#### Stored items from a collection

- Opening Delimiter -

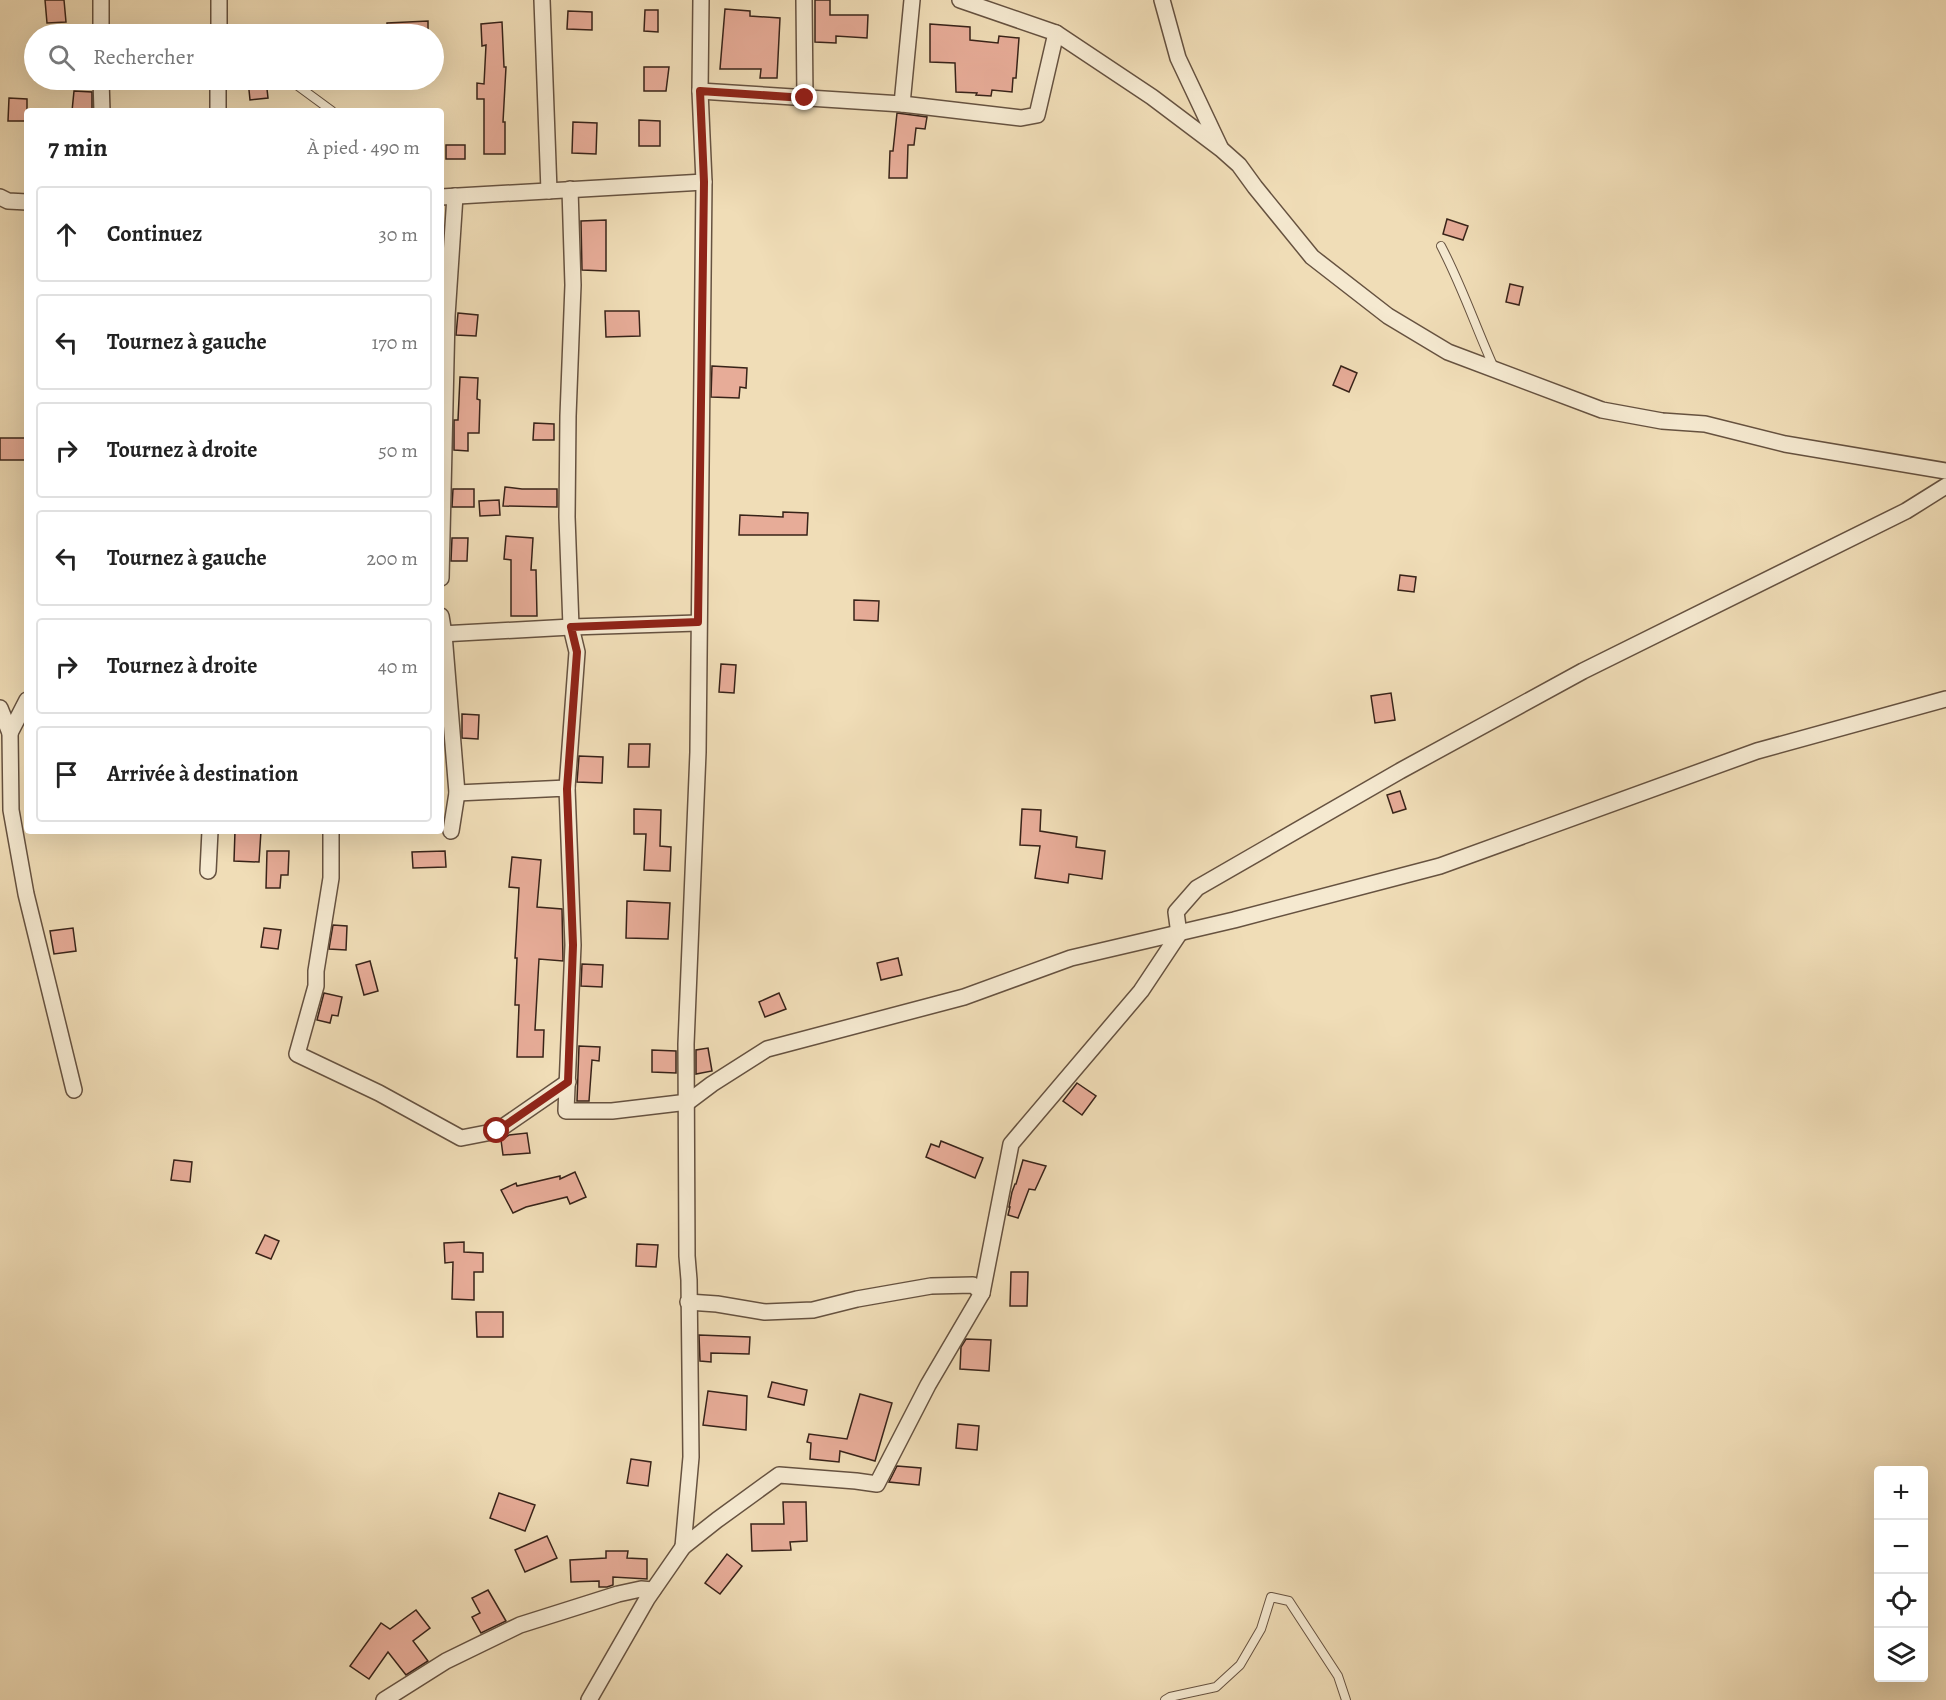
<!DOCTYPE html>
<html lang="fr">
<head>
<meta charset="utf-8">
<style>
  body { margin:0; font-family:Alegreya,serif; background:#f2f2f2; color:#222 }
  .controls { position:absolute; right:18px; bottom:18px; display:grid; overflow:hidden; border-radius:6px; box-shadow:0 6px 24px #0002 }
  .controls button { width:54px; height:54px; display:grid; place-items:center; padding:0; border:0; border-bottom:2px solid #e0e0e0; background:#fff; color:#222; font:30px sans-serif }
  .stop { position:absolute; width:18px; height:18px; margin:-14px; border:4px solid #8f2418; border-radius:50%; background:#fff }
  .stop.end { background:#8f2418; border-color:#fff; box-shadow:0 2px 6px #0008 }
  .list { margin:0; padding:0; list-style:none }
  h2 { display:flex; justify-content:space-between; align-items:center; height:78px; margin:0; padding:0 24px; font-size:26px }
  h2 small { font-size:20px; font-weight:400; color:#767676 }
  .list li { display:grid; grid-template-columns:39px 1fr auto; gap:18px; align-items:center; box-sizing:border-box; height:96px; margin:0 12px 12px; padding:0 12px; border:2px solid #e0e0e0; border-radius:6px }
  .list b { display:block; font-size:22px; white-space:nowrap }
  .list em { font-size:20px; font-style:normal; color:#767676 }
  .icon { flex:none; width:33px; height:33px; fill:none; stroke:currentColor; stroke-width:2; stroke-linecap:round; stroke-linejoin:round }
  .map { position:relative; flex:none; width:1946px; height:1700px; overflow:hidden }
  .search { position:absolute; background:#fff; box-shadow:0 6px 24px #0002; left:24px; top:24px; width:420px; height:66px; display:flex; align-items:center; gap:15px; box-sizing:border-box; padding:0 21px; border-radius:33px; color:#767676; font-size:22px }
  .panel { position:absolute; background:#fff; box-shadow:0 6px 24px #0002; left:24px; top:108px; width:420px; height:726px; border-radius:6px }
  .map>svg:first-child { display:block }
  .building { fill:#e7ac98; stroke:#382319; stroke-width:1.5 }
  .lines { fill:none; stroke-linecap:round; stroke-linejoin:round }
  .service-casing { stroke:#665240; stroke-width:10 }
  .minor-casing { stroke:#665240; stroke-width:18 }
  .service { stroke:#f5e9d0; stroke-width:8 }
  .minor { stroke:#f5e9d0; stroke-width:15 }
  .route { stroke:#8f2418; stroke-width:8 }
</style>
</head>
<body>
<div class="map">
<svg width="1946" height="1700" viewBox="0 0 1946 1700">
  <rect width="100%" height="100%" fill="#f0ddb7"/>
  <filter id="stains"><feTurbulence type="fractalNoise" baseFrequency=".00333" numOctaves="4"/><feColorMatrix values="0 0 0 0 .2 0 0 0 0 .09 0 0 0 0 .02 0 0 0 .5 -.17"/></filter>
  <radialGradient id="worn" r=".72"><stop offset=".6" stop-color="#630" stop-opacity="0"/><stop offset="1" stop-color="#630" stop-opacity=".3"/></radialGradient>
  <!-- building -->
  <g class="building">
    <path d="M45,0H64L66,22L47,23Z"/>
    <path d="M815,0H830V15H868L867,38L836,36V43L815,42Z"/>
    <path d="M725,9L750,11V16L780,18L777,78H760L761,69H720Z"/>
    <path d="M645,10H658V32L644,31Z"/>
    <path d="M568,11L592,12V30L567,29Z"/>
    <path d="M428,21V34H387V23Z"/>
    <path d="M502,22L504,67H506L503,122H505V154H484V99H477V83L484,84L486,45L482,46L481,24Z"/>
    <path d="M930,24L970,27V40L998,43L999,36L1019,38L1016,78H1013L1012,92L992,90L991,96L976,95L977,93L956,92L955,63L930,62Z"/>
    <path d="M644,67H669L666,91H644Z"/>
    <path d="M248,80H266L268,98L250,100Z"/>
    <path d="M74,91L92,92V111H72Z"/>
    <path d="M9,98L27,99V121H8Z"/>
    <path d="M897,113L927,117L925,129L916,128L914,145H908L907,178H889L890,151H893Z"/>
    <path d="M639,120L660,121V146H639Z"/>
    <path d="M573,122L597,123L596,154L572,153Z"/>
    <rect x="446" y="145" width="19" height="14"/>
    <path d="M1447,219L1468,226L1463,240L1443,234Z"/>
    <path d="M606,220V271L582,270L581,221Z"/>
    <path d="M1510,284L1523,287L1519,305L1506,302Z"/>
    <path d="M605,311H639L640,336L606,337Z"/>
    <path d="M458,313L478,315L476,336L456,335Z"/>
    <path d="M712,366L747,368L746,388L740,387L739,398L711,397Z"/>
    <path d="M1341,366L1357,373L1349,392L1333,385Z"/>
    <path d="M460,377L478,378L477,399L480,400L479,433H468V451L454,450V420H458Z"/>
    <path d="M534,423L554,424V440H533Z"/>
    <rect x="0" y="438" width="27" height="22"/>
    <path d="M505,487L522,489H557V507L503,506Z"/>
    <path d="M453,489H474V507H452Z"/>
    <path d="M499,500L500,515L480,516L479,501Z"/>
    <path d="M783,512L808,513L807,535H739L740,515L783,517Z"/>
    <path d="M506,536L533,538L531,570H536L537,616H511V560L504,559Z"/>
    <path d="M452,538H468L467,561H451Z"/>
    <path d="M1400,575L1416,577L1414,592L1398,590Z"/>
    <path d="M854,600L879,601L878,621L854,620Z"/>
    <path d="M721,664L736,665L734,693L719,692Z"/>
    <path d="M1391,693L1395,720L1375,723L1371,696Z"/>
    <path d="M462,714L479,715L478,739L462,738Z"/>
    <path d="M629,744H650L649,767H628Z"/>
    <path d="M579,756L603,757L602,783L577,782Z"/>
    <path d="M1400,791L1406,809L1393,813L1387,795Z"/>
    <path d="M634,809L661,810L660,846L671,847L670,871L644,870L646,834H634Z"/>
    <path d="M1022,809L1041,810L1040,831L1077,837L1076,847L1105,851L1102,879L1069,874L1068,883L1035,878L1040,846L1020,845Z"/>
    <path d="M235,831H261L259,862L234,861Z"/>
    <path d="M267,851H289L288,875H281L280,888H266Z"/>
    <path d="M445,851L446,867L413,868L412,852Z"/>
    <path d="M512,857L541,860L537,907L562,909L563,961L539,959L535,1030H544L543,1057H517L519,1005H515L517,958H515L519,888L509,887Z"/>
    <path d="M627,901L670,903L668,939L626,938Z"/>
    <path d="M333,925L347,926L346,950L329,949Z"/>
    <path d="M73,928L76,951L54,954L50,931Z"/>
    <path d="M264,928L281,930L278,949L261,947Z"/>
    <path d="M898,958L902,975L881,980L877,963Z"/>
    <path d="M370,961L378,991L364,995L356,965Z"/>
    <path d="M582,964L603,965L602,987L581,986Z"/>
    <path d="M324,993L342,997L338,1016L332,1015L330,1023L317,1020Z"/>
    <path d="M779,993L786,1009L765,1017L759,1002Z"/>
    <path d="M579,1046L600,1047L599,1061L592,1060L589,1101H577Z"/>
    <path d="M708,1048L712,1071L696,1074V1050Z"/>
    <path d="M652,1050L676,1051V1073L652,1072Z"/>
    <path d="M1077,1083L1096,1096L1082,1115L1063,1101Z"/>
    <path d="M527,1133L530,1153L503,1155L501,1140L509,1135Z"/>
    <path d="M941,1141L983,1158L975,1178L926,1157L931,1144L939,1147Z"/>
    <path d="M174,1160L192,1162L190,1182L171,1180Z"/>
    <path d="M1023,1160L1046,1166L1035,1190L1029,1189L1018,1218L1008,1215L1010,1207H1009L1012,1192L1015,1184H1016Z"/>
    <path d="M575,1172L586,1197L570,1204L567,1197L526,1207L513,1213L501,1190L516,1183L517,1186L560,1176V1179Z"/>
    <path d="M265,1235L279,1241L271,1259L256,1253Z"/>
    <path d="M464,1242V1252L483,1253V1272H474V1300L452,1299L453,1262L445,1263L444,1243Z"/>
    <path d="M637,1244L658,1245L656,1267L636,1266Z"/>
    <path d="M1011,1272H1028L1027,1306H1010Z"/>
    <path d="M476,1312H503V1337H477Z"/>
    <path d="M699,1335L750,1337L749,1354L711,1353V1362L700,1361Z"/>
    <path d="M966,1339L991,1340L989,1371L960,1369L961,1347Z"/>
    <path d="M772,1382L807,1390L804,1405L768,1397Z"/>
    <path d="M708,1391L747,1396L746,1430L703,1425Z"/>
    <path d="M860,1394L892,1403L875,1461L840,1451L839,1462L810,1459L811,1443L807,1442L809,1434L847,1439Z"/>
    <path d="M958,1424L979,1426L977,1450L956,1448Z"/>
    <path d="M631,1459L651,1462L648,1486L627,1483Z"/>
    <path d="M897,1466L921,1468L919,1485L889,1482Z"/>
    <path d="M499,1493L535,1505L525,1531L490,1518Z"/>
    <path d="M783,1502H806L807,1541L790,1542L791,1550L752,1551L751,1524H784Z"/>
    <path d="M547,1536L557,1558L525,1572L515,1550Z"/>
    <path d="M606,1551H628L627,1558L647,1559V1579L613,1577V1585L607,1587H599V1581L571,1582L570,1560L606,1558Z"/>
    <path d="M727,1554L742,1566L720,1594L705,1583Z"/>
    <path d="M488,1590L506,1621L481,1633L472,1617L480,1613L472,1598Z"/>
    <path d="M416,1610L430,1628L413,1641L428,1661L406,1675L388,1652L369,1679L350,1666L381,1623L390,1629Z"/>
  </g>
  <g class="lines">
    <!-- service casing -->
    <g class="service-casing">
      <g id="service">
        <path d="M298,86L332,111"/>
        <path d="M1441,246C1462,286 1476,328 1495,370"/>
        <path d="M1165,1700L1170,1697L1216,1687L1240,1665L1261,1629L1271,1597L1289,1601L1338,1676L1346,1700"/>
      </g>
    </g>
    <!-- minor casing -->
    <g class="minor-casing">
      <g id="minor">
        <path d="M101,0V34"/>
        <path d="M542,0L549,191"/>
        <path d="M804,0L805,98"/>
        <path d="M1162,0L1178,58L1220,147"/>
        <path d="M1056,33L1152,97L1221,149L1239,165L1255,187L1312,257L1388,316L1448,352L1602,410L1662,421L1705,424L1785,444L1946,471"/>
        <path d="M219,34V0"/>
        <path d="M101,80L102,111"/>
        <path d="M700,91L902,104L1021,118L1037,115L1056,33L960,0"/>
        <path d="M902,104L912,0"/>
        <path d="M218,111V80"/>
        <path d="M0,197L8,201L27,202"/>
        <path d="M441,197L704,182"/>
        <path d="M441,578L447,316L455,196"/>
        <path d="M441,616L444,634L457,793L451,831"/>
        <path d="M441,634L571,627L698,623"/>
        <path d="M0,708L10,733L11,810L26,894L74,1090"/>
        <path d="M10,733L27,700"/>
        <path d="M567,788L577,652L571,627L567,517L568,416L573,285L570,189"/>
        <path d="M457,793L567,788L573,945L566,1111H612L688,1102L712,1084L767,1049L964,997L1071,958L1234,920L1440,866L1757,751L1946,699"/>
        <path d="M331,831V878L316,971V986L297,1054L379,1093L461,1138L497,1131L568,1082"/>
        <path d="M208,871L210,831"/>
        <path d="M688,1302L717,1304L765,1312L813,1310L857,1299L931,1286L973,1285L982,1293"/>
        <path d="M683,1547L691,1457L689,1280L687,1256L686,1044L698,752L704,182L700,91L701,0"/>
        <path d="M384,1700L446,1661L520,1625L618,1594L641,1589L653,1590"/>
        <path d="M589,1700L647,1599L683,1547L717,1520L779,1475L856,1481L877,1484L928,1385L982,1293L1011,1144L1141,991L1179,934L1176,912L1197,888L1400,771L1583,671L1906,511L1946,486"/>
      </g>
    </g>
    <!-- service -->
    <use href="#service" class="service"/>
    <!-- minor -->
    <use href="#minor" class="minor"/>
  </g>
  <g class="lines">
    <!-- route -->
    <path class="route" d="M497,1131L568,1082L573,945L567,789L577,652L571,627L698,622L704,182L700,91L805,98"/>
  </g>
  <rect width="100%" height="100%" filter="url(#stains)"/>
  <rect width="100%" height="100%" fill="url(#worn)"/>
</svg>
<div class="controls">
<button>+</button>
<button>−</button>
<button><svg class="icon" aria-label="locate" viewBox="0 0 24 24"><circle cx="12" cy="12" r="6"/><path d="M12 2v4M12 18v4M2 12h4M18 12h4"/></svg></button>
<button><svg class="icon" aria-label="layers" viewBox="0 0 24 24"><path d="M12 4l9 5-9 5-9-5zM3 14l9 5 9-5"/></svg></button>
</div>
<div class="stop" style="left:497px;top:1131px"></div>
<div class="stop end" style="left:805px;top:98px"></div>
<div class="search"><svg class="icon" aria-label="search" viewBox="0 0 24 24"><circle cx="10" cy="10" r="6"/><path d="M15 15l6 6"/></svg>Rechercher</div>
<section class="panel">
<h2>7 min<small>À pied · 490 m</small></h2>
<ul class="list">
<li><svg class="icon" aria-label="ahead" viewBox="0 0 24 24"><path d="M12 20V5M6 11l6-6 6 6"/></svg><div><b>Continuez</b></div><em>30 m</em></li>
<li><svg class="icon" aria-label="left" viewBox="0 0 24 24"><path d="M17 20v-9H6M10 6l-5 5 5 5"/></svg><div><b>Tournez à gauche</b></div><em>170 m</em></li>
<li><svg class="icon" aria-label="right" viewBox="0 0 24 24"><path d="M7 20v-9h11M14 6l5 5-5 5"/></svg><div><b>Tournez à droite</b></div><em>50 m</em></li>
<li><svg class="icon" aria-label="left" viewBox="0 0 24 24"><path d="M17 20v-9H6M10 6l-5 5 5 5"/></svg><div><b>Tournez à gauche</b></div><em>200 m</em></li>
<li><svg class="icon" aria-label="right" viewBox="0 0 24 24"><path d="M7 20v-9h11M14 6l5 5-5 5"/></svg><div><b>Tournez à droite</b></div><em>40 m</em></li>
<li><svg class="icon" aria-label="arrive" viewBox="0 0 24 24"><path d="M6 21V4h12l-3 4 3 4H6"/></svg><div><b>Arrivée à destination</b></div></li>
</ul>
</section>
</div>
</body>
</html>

- Closing Delimiter -

#### What is expected
Identify each line in the entries with the word "worn" and copy it.

#### Result of the exercise
  <radialGradient id="worn" r=".72"><stop offset=".6" stop-color="#630" stop-opacity="0"/><stop offset="1" stop-color="#630" stop-opacity=".3"/></radialGradient>
  <rect width="100%" height="100%" fill="url(#worn)"/>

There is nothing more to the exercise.